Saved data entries

- - -

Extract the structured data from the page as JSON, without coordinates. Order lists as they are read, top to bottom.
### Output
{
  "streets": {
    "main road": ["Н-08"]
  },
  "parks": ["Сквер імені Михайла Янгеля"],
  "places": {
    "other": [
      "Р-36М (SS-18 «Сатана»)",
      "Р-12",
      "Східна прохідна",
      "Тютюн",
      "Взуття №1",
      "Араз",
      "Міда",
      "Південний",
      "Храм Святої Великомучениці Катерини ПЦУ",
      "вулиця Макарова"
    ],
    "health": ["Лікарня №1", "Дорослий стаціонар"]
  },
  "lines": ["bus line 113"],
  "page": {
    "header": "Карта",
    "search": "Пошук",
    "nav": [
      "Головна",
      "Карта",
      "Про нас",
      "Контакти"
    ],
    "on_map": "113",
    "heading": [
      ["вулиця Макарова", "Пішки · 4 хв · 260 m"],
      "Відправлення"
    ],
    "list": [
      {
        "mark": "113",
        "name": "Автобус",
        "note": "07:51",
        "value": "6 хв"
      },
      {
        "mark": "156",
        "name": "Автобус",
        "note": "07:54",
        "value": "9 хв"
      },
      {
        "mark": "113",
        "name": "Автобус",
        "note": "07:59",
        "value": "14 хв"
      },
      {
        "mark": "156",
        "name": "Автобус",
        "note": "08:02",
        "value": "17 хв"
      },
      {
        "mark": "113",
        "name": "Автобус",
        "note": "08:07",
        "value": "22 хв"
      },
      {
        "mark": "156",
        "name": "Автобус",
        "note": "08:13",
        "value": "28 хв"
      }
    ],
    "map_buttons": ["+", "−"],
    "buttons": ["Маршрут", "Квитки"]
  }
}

- - -

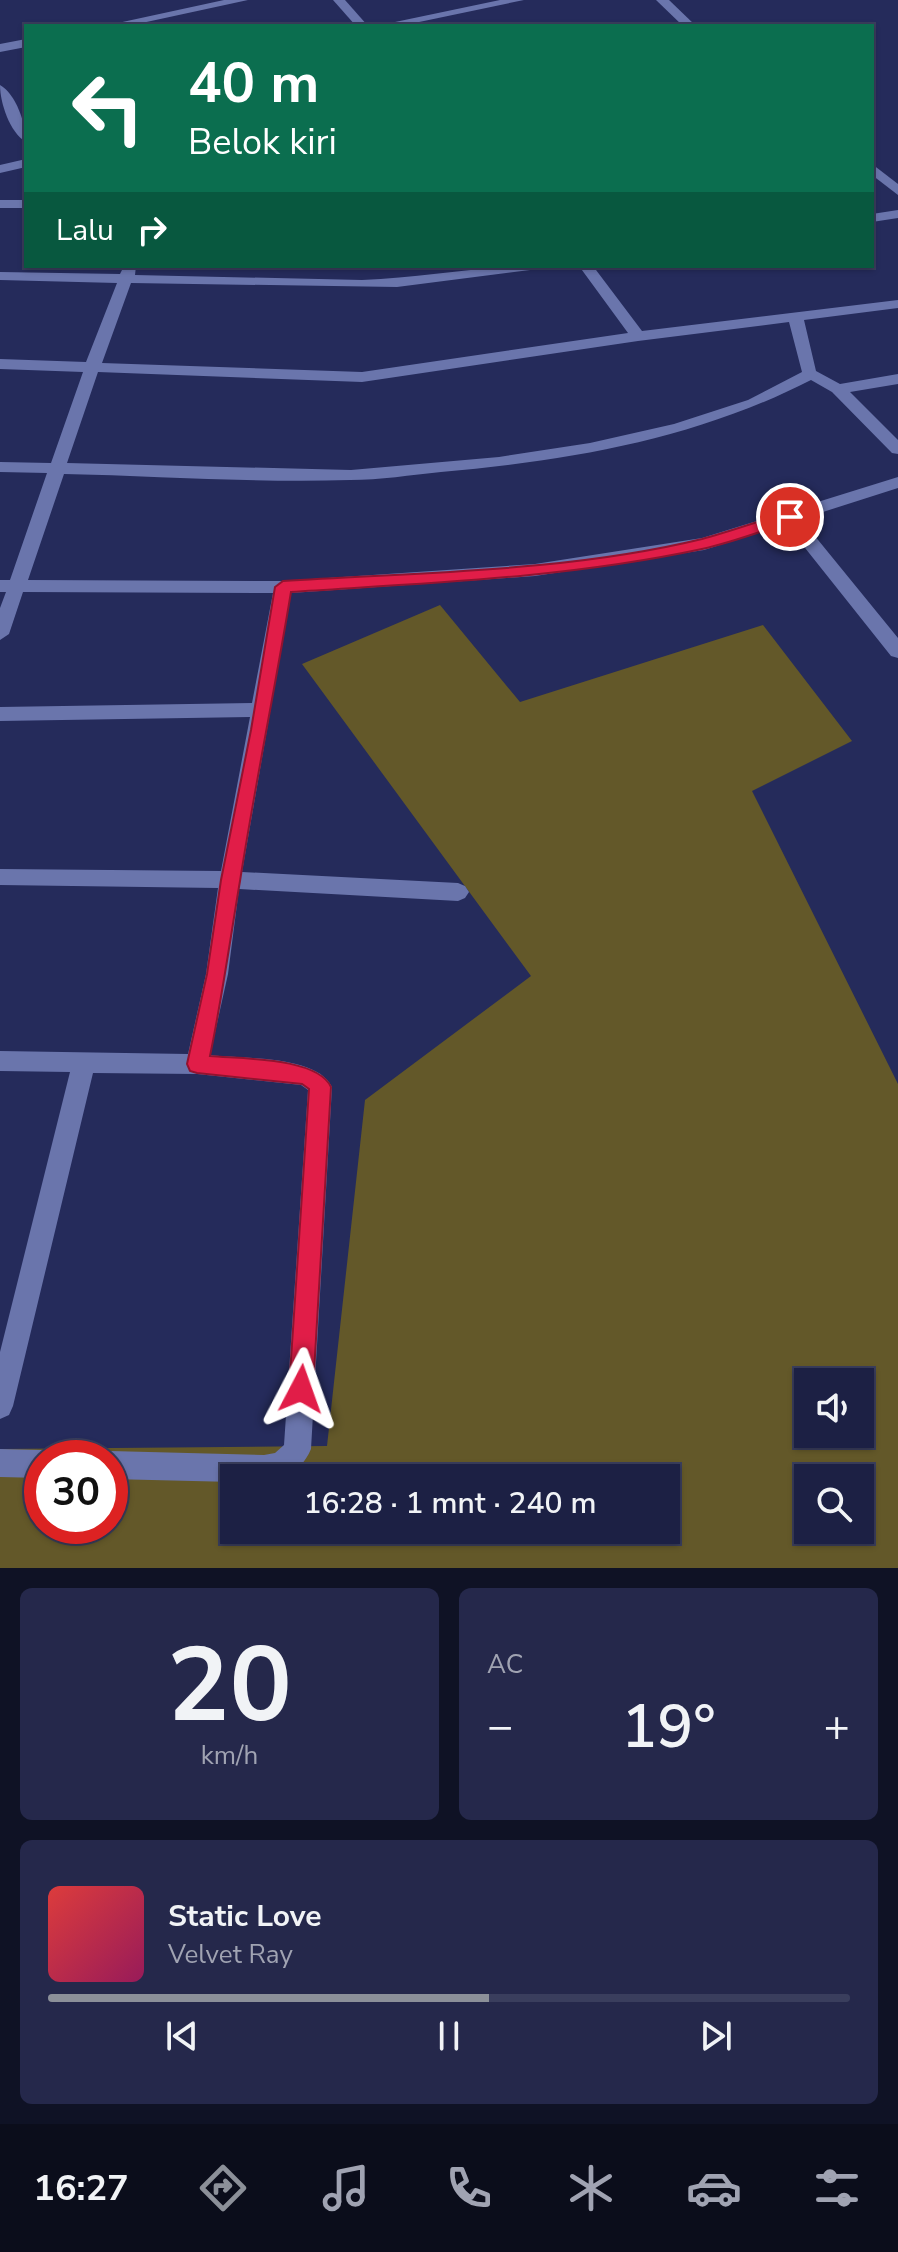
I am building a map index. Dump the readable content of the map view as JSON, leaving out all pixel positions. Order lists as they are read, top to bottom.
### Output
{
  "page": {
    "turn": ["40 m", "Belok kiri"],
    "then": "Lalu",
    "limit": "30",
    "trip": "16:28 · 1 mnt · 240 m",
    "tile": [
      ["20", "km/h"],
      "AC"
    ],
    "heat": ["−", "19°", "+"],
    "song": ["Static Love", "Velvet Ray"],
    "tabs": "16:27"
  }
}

- - -

- _What to do_
Which lines hold the word "JSON"? Return all of them from the records above.

- _Result_
Extract the structured data from the page as JSON, without coordinates. Order lists as they are read, top to bottom.
I am building a map index. Dump the readable content of the map view as JSON, leaving out all pixel positions. Order lists as they are read, top to bottom.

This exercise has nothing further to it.